Despite all of the positive spin being put on the global and domestic economic recovery, the truth is that nothing of the sort is actually happening.
Any observant analyst can deduce that 15,000+ stock market values are a result of easy money being pumped into investment banks, who then slam that money straight into markets. The Fed itself is reportedly providing direct liquidity to the system. They can do this forever, so long as our creditors let them. And, until they’re stopped, they’ll continue to convince most Americans that financial markets and the economy have been stabilized.
Underneath all the hoop-la, however, is the reality of the situation.
The latest employment report from the Bureau of Labor and Statistics is a prime example of the shenanigans being played by government statisticians and their media cohorts behind the scenes.
While the official story is that non farm payrolls rose by 165,000 people last month leaving the unemployment rate at 7.5%, the truth is that the devil is in the details:
Now for the bad news.
The average workweek for all employees on private nonfarm payrolls decreased by 0.2 hour in April to 34.4 hours. Within manufacturing, the workweek decreased by 0.1 hour to 40.7 hours, and overtime declined by 0.1 hour to 3.3 hours. The average workweek for production and nonsupervisory employees on private nonfarm payrolls decreased by 0.1 hour to 33.7 hours. (See tables B-2 and B-7.)
This is a problem. If we look at the “employed” figure of 143,724,000 people a drop of 0.2 hours is a full-time-equivalent decrease of 1/2%. Applied to the employed population this amounts to an imputed economic decrease of 718,620 jobs!
That is, the loss of work-week hours of just 0.2 is the same economic impact as firing 700,000 people!
There is a huge problem coming this year and into next in this regard as the trend of cutting hours back to get under Obamacare limits is picking up steam and will continue.
Do not underestimate the economic impact of those hours-worked changes — you’d have to post up a +700k jobs figure to offset just this one month’s change in hourly workweek!
You’ll be told this is a “good report” and it is, on the surface. But I bet not one of the talking heads on CNBC runs the math on what the workweek means in terms of economic impact.
You heard it here first, and later this summer and into the fall when the jobs report continues to post up mid-100k numbers but consumer spending collapses into the toilet at a rate that is roughly identical to when we’re losing 600-700,000 jobs a month and people are scratching their heads trying to figure out why it’s happening as the stock market crashes, you will be one of the few who understands what has happened and why.

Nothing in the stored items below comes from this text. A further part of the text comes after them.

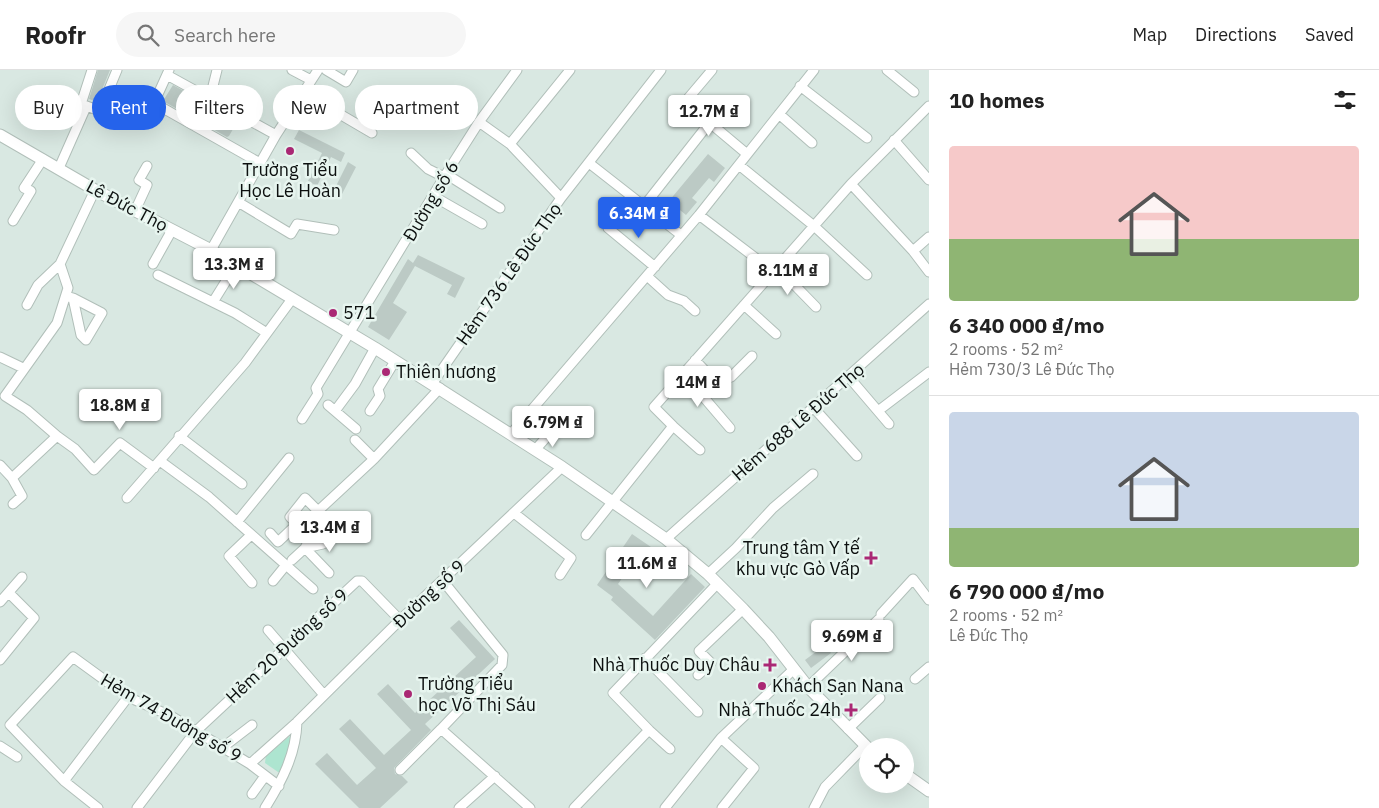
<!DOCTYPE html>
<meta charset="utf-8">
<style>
:root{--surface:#fff;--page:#f6f6f6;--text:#222;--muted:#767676;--line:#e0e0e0;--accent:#2563eb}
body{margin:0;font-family:"IBM Plex Sans",sans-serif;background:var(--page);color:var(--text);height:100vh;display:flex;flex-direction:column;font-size:19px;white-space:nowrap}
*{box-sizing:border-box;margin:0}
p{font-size:16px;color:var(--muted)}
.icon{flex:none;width:28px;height:28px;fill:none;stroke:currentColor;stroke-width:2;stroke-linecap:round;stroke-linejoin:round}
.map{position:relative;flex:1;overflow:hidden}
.panel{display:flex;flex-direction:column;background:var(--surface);width:450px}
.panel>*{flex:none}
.banner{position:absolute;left:15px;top:15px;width:475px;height:45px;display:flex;gap:10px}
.buttons{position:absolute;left:859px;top:668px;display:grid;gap:10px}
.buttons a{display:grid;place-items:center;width:55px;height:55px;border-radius:50%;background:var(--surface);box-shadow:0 5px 20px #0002;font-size:25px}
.price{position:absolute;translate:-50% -42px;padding:0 11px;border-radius:5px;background:#fff;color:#222;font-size:16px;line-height:32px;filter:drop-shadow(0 1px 2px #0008)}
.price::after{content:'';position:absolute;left:50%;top:30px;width:15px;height:11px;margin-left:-8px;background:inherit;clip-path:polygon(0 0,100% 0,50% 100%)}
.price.on{background:var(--accent);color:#fff}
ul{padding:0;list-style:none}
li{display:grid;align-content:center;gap:10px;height:265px;padding:0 20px}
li+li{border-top:1px solid var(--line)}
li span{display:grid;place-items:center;height:155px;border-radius:5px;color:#555}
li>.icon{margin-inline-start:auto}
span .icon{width:90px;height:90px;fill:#fffc;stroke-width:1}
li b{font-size:21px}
h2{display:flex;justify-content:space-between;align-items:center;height:60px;padding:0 20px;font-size:21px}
.chip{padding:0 18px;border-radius:22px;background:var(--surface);box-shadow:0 5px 20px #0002;font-size:18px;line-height:45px}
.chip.on{background:var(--accent);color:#fff}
header{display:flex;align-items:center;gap:30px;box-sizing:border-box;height:70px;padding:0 25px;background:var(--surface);border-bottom:1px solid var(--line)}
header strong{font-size:24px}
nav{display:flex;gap:28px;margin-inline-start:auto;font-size:18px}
.search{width:350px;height:45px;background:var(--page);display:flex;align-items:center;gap:12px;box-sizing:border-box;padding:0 18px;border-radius:28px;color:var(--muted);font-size:19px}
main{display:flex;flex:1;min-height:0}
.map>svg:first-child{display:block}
</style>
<header>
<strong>Roofr</strong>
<div class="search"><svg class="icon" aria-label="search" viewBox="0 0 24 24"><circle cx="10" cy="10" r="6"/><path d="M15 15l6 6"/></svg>Search here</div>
<nav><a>Map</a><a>Directions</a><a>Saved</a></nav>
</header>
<main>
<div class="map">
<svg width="929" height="738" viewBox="0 0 929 738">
<rect width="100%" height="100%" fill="#d9e8e2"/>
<path fill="#ade5d0" d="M 290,666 L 292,667 L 282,702 L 278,702 L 265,693 L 266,685 Z"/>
<path fill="#bccac5" d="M 98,0 L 110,0 L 97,32 L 89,29 Z
M 173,15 L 236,50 L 234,53 L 236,54 L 229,66 L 227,67 L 163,31 Z
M 299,60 L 345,83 L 341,92 L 331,87 L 317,116 L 308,111 L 322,83 L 294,69 Z
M 708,84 L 725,98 L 714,112 L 709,108 L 692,128 L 697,132 L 686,145 L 669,131 Z
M 348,92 L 356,97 L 341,126 L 333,122 Z
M 418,185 L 465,208 L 455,228 L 447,224 L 452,215 L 415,196 L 393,233 L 407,242 L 389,270 L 368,257 L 408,189 L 413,193 Z
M 632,464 L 667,488 L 659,500 L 638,485 L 618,514 L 653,546 L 691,504 L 705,517 L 655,570 L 611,530 L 613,527 L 597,515 Z
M 459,550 L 495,589 L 425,654 L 431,660 L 394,698 L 395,704 L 402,706 L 408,712 L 380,738 L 359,738 L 315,694 L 327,683 L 357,715 L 376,698 L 339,659 L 350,649 L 384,685 L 411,660 L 377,624 L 388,614 L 415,643 L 476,587 L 450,558 Z
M 825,575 L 831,583 L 811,598 L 805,590 Z"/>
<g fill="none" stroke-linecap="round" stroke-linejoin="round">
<g stroke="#b1bfb9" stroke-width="11">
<path id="minor" d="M 92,0 L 81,34 L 100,41 L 117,0
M 169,0 L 154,33 L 260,93
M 292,0 L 311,10
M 326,0 L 346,12 L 353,0
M 712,0 L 685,32 L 747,84
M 887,0 L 914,22
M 167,5 L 276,65
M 800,16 L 867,68
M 302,22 L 372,63
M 210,28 L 217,0
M 779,44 L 812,73
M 479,52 L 510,74 L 561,128
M 894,70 L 929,110
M 510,74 L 570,0
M 411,83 L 428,99 L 444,107
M 589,93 L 681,165
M 739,95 L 814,156 L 867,205
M 59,98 L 86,37
M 446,104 L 500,138
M 851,114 L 913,181 L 929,202
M 433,126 L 482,154
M 238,132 L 291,164 L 297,154 L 334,160
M 644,136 L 710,52
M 135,141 L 147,115 L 139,110 L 147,96
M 699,145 L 774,202
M 13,151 L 31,121 L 24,118 L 43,89
M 608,158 L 655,197
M 211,180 L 276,65 L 318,0
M 913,181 L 929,167
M 153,194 L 172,160
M 778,198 L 816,237
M 158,205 L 235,243 L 267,263
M 647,206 L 668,225 L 684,231 L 695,241
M 66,226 L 73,228 L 81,265 L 86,270 L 102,243 L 73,228
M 213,232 L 236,195
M 27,235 L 38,215 L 60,194
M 744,235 L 776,264
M 0,287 L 23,298
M 695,290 L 714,310 L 719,312 L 731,307 L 752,286
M 683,303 L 730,358
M 848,306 L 889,354
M 432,314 L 561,128 L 661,0
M 328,335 L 356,359
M 813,337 L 857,386
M 335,341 L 355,314 L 375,278
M 370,341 L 380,326 L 378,319 L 395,291
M 878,341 L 929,302
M 302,349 L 318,324 L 316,318 L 446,104 L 479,52 L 517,0
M 673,356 L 700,380
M 511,364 L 699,145 L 814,0
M 57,366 L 75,379 L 94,400 L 120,373 L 154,398
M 179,366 L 242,414
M 355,370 L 374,389
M 535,380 L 552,361
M 160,391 L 209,427 L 313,519
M 0,395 L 12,408 L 57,366 L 27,340 L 5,326 L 57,253 L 68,218 L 60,194 L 95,120
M 12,408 L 22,426 L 13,434
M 127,428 L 245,293 L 292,229
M 514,443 L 571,488 L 560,505
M 237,452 L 289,388
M 297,454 L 290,447 L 305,428 L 318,441
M 270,463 L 278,472 L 297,454 L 302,460 L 311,462
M 251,465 L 229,486 L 252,513
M 586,465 L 673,356 L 654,337 L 851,114 L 929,36
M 666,469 L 929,234
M 292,490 L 305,478 L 323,474 L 326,465 L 337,455
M 329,503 L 305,478 L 319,450 L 318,441 L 374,389 L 440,318
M 708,504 L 736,478 L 773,438 L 813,404
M 273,511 L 286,495
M 443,511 L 503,585 L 502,595 L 441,659 L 530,738
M 0,532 L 22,507
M 881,544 L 913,509 L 929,530
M 268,560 L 324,625
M 645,588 L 698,642
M 0,590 L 34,548 L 9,523
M 698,605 L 711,593 L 699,581 L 743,539
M 915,609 L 929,597
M 808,617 L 879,549
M 848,659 L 880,628
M 649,660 L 670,679
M 721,668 L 754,698 L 722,738
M 0,676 L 17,687
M 222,678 L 252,655
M 400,700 L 441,659
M 64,711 L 128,627
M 279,716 L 250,694 L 297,652
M 252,724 L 265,706
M 98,738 L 64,711 L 10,655 L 73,587 L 128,627 L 171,646 L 250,694
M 137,738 L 195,662 L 357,511 L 362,511 L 400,550
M 265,738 C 282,711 296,684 297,652 L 400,550 L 562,397
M 459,738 L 495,706
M 574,738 L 649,660 L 613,623 L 718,513
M 665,738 L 721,668 L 794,599
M 814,738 L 825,717 L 865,676"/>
</g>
<g stroke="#b1bfb9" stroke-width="13">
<path id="major" d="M 0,65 L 95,120 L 211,180 L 375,278 L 562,397 L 666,469 L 708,504 L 743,539 L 769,567 L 808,617 L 868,678
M 905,704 L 929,721"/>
</g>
<use href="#minor" stroke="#fff" stroke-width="9"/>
<use href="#major" stroke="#fff" stroke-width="11"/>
</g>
<g fill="#aa2874" stroke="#e7f5ef" stroke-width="2">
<circle cx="290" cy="81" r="5"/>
<circle cx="333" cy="243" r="5"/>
<circle cx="386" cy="302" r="5"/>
<path d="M868.5 480.5h5v5h5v5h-5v5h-5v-5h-5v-5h5z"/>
<path d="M767.5 587.5h5v5h5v5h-5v5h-5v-5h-5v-5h5z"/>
<circle cx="762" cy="616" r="5"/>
<circle cx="408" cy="624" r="5"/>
<path d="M848.5 632.5h5v5h5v5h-5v5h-5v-5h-5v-5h5z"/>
</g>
<g text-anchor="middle" stroke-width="5" stroke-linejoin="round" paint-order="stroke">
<g font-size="18" fill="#0c100f" stroke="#e7f5ef" text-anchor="start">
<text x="290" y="106" text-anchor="middle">Trường Tiểu<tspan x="290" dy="21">Học Lê Hoàn</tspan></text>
<text x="343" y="249">571</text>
<text x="396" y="308">Thiên hương</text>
<text x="860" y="484" text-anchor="end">Trung tâm Y tế<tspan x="860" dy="21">khu vực Gò Vấp</tspan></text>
<text x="760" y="601" text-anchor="end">Nhà Thuốc Duy Châu</text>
<text x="418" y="620">Trường Tiểu<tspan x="418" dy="21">học Võ Thị Sáu</tspan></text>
<text x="772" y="622">Khách Sạn Nana</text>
<text x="841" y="646" text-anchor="end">Nhà Thuốc 24h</text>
</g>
<g font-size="18" fill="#0c100f" stroke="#e7f5ef">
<text transform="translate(431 131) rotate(-59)" y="6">Đường số 6</text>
<text transform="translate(127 136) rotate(28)" y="6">Lê Đức Thọ</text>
<text transform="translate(509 204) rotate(-55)" y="6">Hẻm 736 Lê Đức Thọ</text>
<text transform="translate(798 352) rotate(-41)" y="6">Hẻm 688 Lê Đức Thọ</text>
<text transform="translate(429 524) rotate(-43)" y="6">Đường số 9</text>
<text transform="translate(287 576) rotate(-43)" y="6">Hẻm 20 Đường số 9</text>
<text transform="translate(171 648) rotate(30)" y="6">Hẻm 74 Đường số 9</text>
</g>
</g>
</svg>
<div class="buttons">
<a><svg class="icon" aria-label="locate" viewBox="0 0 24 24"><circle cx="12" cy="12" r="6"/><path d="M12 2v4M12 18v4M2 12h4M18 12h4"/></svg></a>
</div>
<b class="price" style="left:709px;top:67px">12.7M ₫</b>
<b class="price on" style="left:639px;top:169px">6.34M ₫</b>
<b class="price" style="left:234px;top:220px">13.3M ₫</b>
<b class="price" style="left:788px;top:226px">8.11M ₫</b>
<b class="price" style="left:698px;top:338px">14M ₫</b>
<b class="price" style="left:120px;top:361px">18.8M ₫</b>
<b class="price" style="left:553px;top:378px">6.79M ₫</b>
<b class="price" style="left:330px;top:483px">13.4M ₫</b>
<b class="price" style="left:647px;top:519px">11.6M ₫</b>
<b class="price" style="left:852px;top:592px">9.69M ₫</b>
<div class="banner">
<a class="chip">Buy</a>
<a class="chip on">Rent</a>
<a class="chip">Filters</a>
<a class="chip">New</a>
<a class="chip">Apartment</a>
</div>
</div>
<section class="panel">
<h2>10 homes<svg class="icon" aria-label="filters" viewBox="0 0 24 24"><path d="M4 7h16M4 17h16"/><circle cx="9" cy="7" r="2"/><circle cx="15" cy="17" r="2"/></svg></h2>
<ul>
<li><span style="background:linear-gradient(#f6c9c9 60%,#8fb573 0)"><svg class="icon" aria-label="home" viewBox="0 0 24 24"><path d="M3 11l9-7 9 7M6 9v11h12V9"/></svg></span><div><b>6 340 000 ₫/mo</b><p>2 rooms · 52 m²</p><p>Hẻm 730/3 Lê Đức Thọ</p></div></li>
<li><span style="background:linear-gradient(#c9d6e8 75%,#8fb573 0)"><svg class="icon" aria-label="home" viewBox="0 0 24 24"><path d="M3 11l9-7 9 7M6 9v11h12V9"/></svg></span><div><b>6 790 000 ₫/mo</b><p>2 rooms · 52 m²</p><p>Lê Đức Thọ</p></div></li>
</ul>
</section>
</main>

Via Karl Denninger’s Market Ticker
We may be creating jobs in America. But not only are we not creating enough jobs to offset the amount of people entering the workforce, those who have jobs are being forced to work fewer hours. Couple that with rising prices for essentials like food and energy being fueled by the Federal Reserve and US Treasury, and you’ve got quite a predicament.
They can show us their charts, make forward looking statements, cite rising stock markets, and try to play with the statistics to give us a perception of growth and improvement, but they cannot rewrite the basic laws of arithmetic.
This is going to end horribly for tens of millions of Americans and none of them see it coming.